There has been talk in the last year or so about introducing a qualification system for the Masters Worlds, and not allowing them to be completely open as they are now. There appear to be two reasons for this...
- Some sailors are treating them just as an excuse for a vacation. Shock horror! More specifically what apparently has been happening is that a few chaps with little or no Laser experience look at the location for the next Laser Master Worlds and think, "Hey, I've always wanted to go to Brazil. All I need to do is charter a boat and buy an air-ticket and I can sail in a World Championship. Wow. Count me in." Then they show up at the Worlds, get totally blown away in 25-30 knot winds, spend most of the time upside down, are a danger to themselves not to mention an unnecessary burden for the safety boats, and everyone else has to sit around and wait for them to try and finish every race within the time limit.
- Sometimes the entry is totally dominated numerically by sailors from the home country or region. This happened this year where the vast majority of the sailors were from Australia with relatively small contingents from other continents. There is a school of thought that a true World Championship should have an entry list more representative of all regions of the world.

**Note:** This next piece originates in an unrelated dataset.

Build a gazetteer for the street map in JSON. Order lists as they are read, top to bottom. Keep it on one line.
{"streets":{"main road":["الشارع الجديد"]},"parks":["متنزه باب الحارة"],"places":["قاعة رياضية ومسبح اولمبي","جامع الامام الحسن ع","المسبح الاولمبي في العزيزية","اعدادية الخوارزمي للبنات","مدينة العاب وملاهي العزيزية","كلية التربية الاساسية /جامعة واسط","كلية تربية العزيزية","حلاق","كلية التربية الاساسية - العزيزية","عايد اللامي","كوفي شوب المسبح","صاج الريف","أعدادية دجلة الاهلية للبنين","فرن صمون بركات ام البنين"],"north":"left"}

This year the Aussies were very savvy to this and signed up for the Worlds in their own country in huge numbers in the first few days the entry was open. By the end of the first week, and before many sailors in other regions had woken up to what was happening, the entry was full. Regular readers of this blog (all three of you) will recall how I beat the system and got my entry in on time.
So our intrepid Laser Class leadership has decided to fix these problems. There are going to be quotas for each region to try and address the need for good representation from each part of the world. And if any region has more potential entrants than their quota then that region will have to decide how to rank its sailors to decide who will qualify to attend.
I must admit to mixed feelings about this...
On the one hand if more sailors want to attend a world championship than the host site is prepared to handle, then I think it's only fair that the best sailors should be allowed to attend. And we really shouldn't allow sailors to attend a Worlds who can't sail competently in the prevailing conditions.
On the other hand I was concerned that I could be one of the sailors squeezed out of the event by any qualification system. I'm not at the front of the Worlds fleet by any means. I was even DFL in a race at the last Worlds (once). Would I conclude that my life is worthless and give up Lasering if I am told I am unqualified to attend a Masters Worlds? No. But it is kind of cool to have the option to go.
So I waited with some trepidation to see what qualification/ranking system would be used for Masters Worlds entries from the North American Region. It was announced a few days ago on the class website. For the 2009 Masters Worlds in Canada next year the number of berths for North American sailors is apparently not yet known. But the qualification system for we North American sailors will be as follows...
1)To be eligible you must have:Hmmm. Interesting. My immediate reactions are...
a) Competed in a Laser World Championship (Master, Senior or Radial) in the past 5 years, or
b) Competed in a major North American Master's event (North Americans, US or Canadian Nationals, MMWE, etc.) AND finished in the top 75% of your fleet.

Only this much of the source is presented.